Start of RECORDS TO PROCESS

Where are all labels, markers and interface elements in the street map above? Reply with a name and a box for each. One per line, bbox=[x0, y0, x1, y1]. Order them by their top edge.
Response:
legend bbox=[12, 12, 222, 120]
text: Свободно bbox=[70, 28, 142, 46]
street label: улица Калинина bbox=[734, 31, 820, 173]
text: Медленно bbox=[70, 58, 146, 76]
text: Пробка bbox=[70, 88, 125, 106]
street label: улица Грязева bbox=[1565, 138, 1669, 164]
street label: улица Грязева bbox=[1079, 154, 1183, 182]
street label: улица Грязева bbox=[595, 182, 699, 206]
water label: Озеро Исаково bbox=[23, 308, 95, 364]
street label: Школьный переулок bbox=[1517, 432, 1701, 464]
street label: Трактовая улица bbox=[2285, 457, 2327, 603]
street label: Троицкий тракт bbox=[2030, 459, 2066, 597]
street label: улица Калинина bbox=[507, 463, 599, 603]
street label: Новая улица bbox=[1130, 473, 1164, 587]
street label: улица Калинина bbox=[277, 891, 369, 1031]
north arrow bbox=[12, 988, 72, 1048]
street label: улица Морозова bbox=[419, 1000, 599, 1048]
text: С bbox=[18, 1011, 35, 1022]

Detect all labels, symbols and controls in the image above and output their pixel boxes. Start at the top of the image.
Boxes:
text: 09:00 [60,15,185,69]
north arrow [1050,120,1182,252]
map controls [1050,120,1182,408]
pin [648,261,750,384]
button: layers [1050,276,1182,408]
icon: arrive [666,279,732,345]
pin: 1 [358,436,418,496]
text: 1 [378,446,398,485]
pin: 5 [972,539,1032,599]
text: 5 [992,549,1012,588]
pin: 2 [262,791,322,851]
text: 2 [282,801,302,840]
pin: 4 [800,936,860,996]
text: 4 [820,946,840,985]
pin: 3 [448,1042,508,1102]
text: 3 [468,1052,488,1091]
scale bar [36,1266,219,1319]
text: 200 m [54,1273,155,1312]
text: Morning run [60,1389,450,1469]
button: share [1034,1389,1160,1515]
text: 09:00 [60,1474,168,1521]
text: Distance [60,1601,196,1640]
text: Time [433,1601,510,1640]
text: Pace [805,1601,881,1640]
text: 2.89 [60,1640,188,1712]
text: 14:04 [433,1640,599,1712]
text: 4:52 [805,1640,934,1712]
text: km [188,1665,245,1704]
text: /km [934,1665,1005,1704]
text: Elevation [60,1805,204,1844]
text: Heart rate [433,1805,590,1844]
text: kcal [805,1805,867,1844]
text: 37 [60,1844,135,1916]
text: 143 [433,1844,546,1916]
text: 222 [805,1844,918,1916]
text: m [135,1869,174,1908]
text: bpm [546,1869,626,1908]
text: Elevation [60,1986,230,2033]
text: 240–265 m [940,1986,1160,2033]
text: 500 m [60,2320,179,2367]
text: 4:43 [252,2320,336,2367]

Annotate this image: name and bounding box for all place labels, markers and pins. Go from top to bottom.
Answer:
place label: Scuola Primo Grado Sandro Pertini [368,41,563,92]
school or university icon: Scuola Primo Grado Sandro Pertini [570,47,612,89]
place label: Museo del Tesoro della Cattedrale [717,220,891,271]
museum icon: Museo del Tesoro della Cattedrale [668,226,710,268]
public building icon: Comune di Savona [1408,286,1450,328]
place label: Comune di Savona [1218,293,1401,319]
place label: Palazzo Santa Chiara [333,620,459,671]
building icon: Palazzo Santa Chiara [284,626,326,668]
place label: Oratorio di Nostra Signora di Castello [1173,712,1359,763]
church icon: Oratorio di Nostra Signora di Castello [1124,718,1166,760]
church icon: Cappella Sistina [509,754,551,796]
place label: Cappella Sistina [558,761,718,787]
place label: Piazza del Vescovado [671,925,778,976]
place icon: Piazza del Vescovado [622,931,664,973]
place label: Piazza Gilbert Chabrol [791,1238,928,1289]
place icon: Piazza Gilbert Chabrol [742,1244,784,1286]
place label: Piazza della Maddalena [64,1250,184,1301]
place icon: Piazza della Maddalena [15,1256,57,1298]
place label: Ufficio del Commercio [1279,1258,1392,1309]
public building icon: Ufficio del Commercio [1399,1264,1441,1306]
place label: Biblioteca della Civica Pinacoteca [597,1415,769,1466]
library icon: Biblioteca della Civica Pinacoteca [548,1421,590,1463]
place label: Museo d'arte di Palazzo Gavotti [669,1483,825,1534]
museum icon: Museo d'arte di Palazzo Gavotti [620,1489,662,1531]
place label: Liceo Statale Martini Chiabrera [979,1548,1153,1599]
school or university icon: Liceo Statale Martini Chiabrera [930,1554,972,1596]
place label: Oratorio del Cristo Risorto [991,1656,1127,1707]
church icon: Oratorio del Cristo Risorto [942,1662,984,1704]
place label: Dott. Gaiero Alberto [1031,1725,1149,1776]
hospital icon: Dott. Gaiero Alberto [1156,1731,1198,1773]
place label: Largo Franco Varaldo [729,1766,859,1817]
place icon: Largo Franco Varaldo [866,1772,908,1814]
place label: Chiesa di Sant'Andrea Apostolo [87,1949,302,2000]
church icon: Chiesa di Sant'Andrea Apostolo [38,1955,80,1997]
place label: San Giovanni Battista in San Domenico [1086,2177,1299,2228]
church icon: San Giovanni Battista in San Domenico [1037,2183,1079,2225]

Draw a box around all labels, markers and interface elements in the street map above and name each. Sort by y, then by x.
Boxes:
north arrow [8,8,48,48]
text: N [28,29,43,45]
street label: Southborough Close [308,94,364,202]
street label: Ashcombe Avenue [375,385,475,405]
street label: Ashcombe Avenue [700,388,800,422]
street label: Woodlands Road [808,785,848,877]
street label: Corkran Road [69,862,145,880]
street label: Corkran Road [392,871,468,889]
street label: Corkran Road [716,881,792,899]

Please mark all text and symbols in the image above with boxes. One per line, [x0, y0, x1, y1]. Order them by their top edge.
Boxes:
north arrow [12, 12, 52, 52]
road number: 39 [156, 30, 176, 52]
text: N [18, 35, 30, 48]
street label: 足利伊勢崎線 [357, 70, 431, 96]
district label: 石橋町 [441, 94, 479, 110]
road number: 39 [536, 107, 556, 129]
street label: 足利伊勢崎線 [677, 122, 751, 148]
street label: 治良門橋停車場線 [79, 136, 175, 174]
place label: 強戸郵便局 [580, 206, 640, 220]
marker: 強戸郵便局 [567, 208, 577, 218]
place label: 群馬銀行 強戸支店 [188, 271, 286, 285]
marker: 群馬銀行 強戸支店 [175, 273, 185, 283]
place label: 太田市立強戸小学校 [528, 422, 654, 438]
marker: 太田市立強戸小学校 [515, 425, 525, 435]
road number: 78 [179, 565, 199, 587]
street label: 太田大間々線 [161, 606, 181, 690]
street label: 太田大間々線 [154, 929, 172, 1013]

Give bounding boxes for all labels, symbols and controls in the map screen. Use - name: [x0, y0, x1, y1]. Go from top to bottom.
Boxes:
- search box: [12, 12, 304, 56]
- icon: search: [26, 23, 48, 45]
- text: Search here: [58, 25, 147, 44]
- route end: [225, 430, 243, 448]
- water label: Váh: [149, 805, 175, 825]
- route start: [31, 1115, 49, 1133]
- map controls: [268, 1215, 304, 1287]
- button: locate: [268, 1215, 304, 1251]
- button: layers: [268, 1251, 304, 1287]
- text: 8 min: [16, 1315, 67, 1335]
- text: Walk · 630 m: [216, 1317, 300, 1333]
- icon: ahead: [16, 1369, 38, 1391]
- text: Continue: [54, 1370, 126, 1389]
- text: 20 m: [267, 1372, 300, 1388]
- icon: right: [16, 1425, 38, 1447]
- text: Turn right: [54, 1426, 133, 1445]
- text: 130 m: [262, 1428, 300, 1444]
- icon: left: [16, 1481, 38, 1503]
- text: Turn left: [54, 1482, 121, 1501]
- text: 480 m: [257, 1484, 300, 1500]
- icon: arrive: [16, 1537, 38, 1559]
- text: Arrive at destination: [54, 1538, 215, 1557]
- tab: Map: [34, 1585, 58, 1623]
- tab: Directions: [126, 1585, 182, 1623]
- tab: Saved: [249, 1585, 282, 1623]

End of RECORDS TO PROCESS

Every line above that holds the word "Alberto" needs to be copied.

TASK RESULT:
place label: Dott. Gaiero Alberto [1031,1725,1149,1776]
hospital icon: Dott. Gaiero Alberto [1156,1731,1198,1773]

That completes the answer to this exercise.